"A loose blend of 'ready to brew' spices and fine black teas." The description doesn't give one much to go on, but it tastes like a fairly traditional blend, cardamom, black pepper, and what not. The spices are evenly chopped and distributed with the tea. In a tea with multiple ingredients, smaller, homogeneous pieces help provide a consistent brew from one cup to the next.
I prepare it with equal parts milk and water, using my People's Brew Basket with a chopstick shoved through it (these baskets are quite versatile; I use it to sift matcha one day, prepare chai the next). Its creamy, a bit of pepper to it, but moderate. On a scale of 1-10, I'd rate this about 6.5 or 7.
Ceylon OP High Grown
This one comes from the Thotulagalla Garden in the Uva District of Sri Lanka.

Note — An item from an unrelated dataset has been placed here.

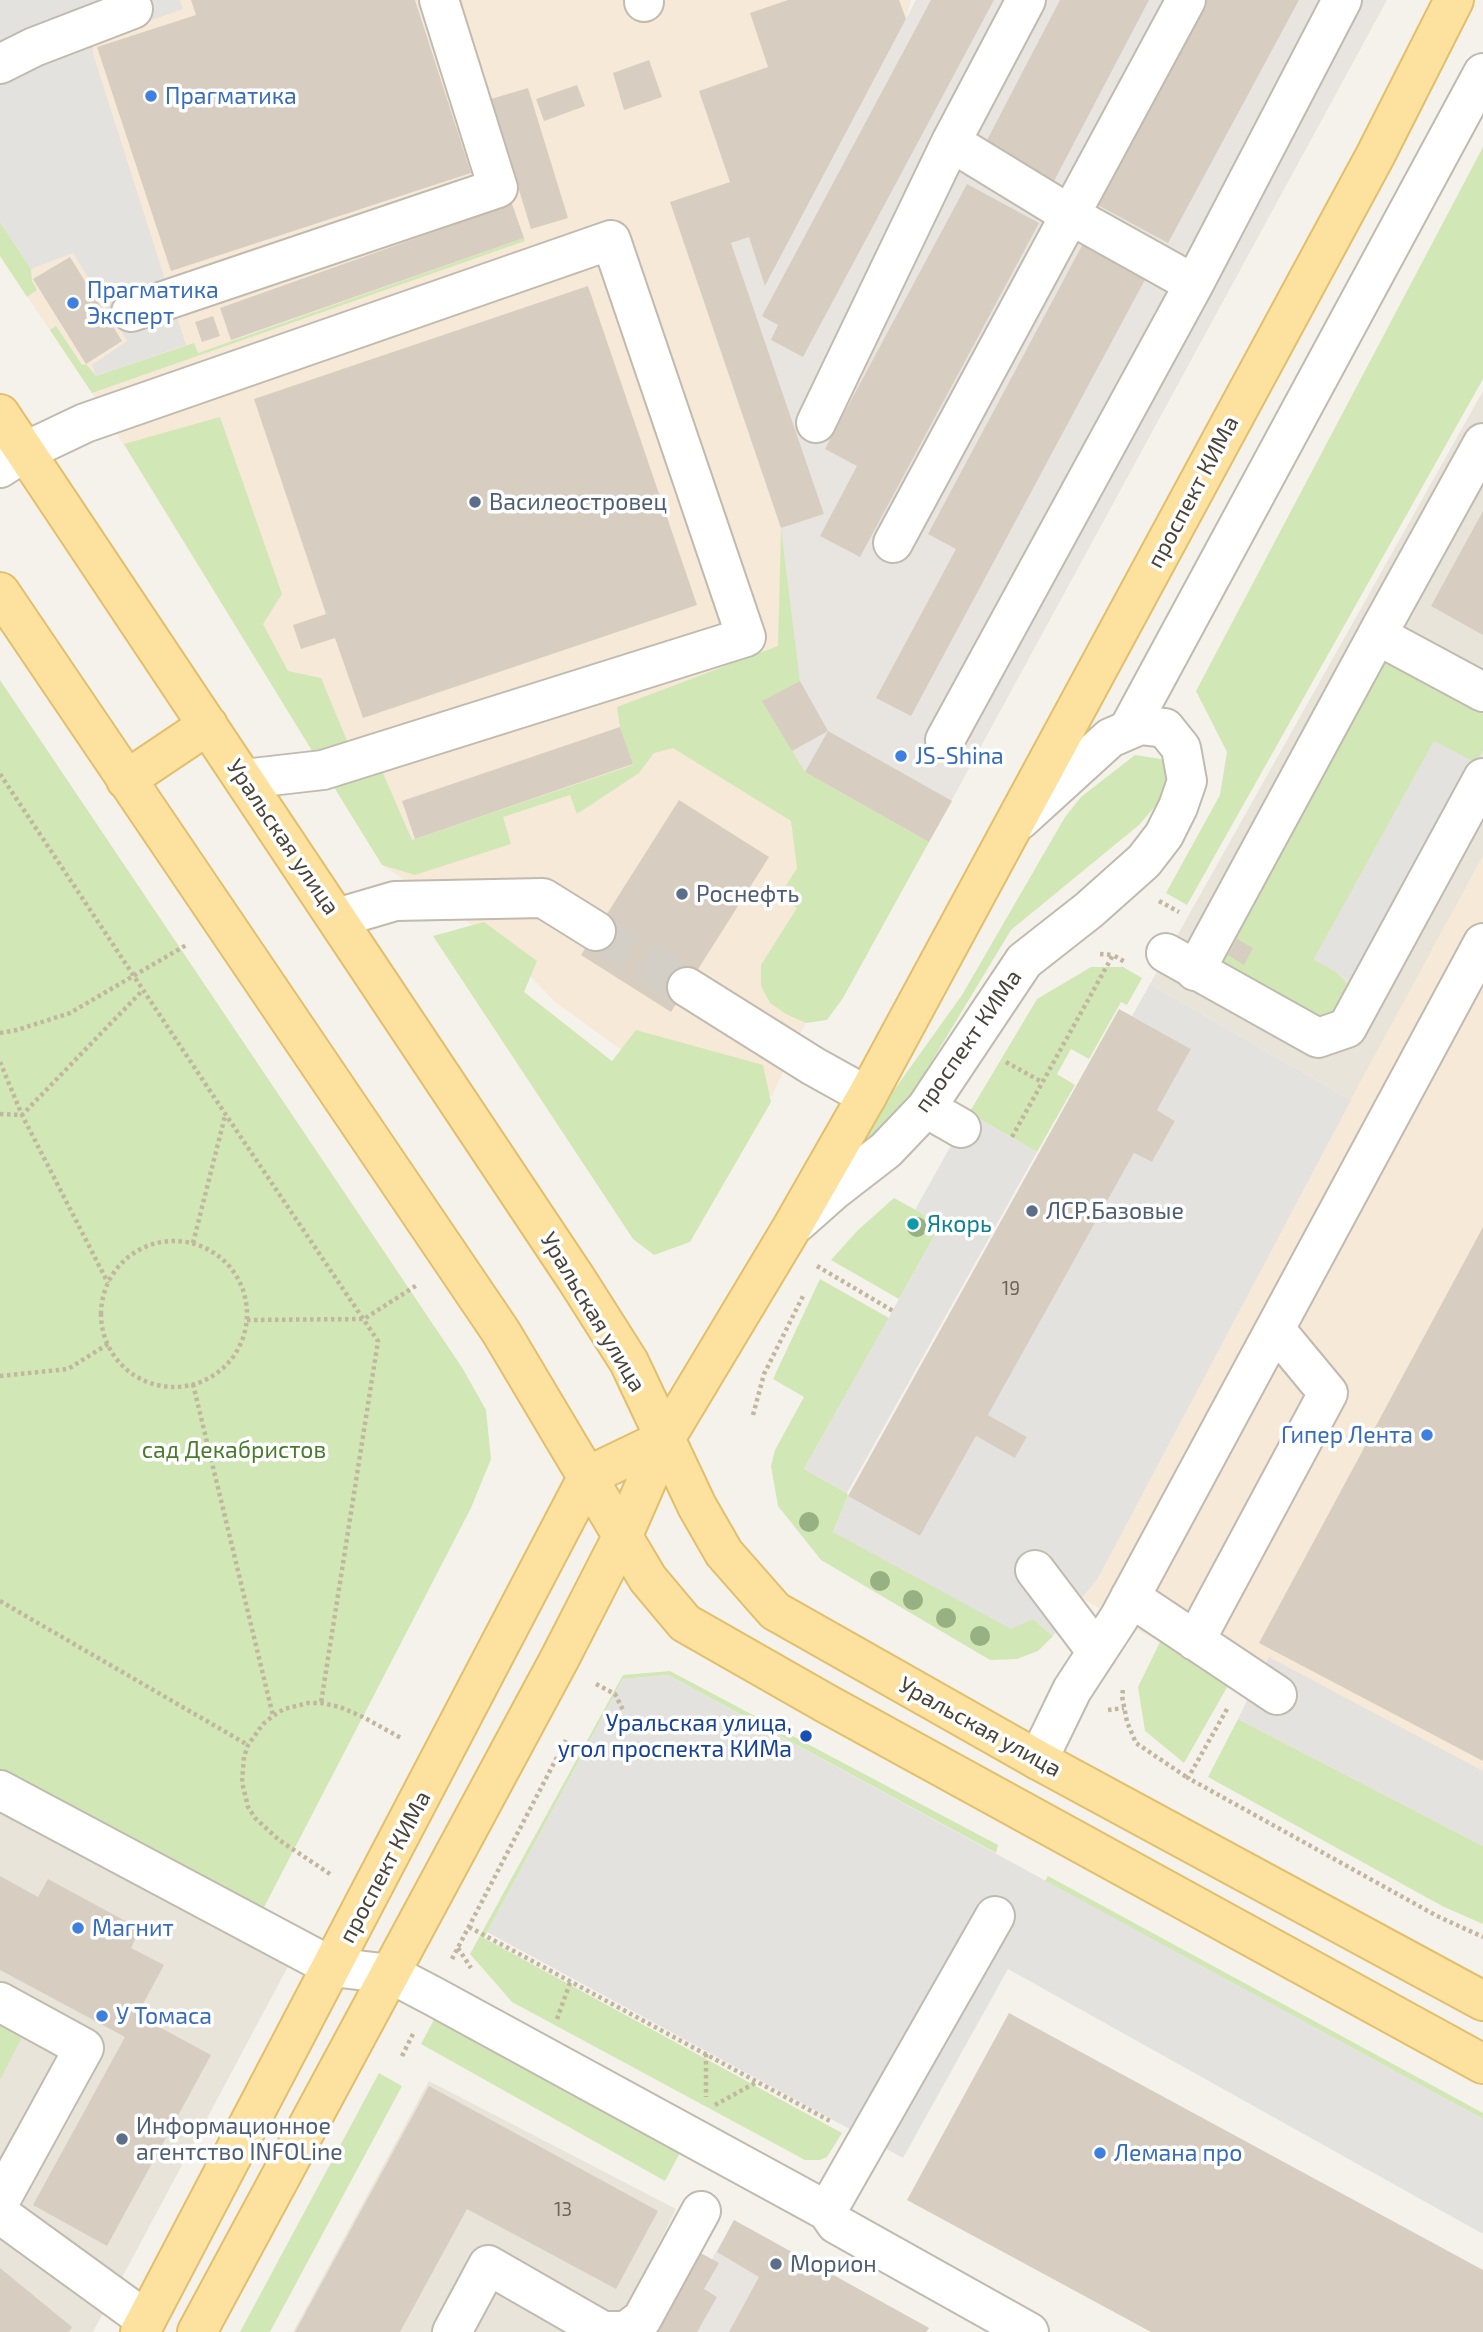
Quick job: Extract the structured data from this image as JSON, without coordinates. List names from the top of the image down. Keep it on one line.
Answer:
{"streets":{"main road":["проспект КИМа","Уральская улица"]},"crossings":[["проспект КИМа","Уральская улица"]],"parks":["сад Декабристов"],"places":["Прагматика","Прагматика Эксперт","Василеостровец","JS-Shina","Роснефть","ЛСР.Базовые","Якорь","Гипер Лента","Уральская улица, угол проспекта КИМа","Магнит","У Томаса","Информационное агентство INFOLine","Лемана про","Морион"],"house_numbers":["19","13"]}
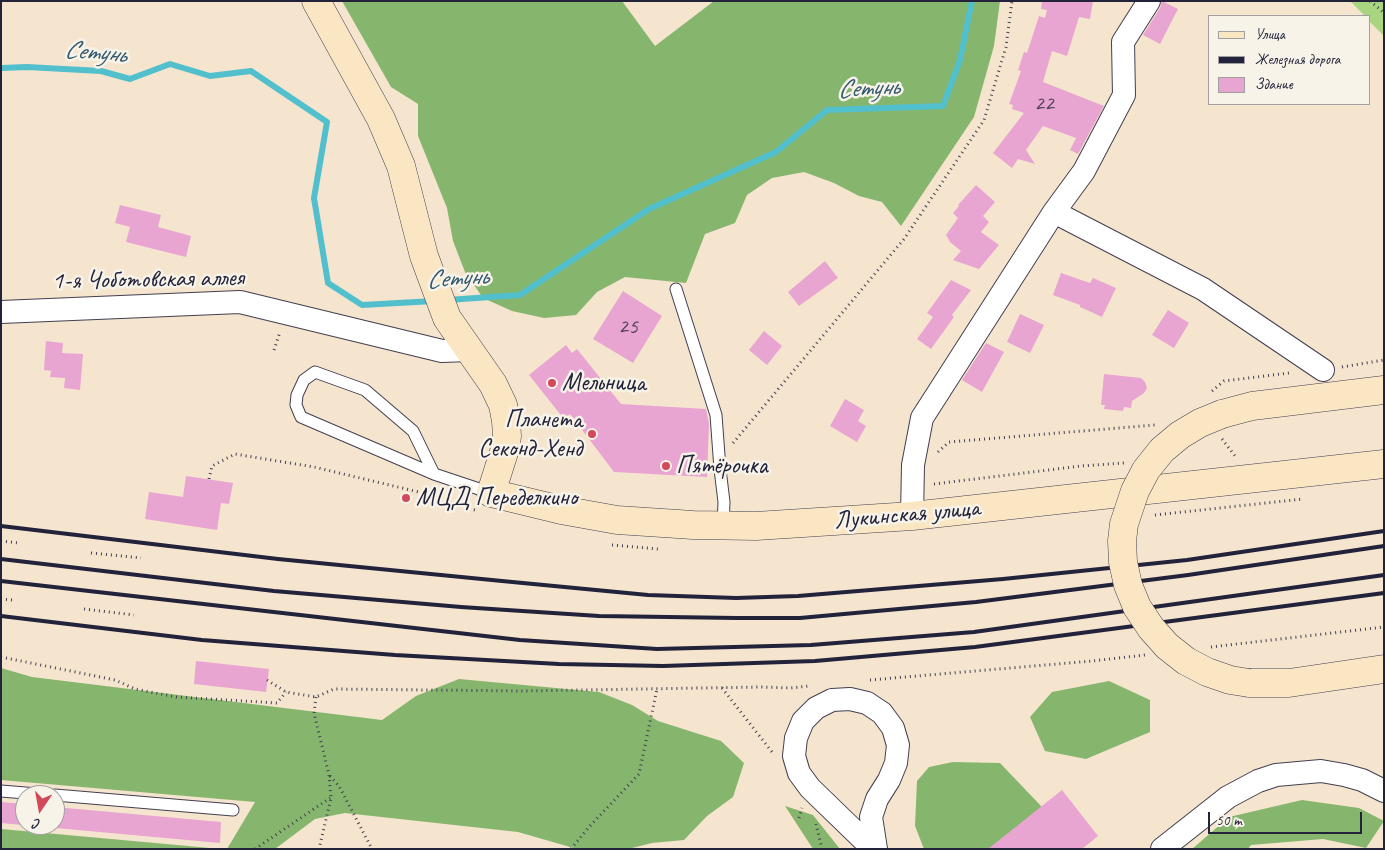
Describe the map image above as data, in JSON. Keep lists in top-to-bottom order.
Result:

The dry leaf aroma is fresh, not overly aromatic, but I better than I expect for having spent the last few weeks in a cellophane wrapper. The liquor is brown-orange, which makes me think of crayons when I was a child, the two colors, red-orange and orange-red. This seemed a relevant observation when I wrote it down in my notes.
Taste: It is a Ceylon, which in my opinion equals bland, but this is one is better than most. In spite of the ubiquitous "tea" taste, there are pleasant notes of fruit, and the tea has a natural sweetness. Again, Ceylons are not my thing, but this wasn't a bad cup at all.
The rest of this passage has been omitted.